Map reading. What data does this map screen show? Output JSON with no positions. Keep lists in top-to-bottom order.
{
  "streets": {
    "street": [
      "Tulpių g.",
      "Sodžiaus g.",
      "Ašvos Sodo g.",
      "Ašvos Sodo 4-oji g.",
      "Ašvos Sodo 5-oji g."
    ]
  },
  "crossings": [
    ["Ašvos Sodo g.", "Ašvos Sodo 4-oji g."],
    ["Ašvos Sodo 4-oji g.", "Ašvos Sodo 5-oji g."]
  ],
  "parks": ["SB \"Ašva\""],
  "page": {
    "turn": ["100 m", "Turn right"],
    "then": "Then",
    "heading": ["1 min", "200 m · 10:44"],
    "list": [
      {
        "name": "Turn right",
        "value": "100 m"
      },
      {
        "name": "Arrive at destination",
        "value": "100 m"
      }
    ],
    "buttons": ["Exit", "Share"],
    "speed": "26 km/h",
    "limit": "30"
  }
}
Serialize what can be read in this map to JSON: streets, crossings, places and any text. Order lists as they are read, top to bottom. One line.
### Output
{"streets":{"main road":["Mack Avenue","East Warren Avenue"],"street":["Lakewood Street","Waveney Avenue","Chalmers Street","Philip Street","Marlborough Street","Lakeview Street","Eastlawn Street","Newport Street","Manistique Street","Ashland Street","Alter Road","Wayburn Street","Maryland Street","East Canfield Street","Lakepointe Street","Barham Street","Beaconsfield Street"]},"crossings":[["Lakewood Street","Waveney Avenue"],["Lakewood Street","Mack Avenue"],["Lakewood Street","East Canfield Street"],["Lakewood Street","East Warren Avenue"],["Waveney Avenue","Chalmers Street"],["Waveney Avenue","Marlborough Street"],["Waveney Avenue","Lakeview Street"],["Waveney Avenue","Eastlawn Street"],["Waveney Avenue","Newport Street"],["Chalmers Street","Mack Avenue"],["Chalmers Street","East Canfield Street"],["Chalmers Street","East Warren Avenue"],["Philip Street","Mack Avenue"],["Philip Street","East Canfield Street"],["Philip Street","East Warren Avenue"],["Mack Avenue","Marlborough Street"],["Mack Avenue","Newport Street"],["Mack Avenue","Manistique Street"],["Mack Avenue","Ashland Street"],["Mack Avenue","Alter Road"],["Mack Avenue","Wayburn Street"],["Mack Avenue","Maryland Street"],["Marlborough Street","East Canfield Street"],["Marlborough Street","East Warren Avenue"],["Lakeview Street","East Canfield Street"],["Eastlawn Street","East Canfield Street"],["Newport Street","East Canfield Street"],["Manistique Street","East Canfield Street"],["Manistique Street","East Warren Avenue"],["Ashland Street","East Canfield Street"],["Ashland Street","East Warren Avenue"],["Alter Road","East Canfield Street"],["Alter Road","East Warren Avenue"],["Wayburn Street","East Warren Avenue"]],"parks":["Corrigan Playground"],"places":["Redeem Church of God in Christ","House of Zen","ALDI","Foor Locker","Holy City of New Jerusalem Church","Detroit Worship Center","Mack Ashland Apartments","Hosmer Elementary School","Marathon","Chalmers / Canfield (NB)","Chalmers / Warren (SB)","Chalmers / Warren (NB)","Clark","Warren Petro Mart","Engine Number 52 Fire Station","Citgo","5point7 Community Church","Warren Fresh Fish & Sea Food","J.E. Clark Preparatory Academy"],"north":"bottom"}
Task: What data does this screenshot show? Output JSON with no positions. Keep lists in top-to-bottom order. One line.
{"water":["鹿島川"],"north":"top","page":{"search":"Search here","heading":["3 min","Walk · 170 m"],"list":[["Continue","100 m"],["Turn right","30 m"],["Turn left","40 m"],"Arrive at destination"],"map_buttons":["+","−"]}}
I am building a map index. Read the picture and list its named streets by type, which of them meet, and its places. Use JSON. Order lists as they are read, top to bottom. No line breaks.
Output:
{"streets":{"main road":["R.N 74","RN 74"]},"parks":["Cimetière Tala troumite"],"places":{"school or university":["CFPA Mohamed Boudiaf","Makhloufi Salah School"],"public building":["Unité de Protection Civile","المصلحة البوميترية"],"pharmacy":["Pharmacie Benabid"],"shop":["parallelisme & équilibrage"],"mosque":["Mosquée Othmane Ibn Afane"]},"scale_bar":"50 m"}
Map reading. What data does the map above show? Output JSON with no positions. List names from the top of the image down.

◆ Aim of the exercise ◆
Search the data for the string "they" and copy out every line where it is found.

◆ Finished task ◆
Serialize what can be read in this map to JSON: streets, crossings, places and any text. Order lists as they are read, top to bottom. One line.
I am building a map index. Read the picture and list its named streets by type, which of them meet, and its places. Use JSON. Order lists as they are read, top to bottom. No line breaks.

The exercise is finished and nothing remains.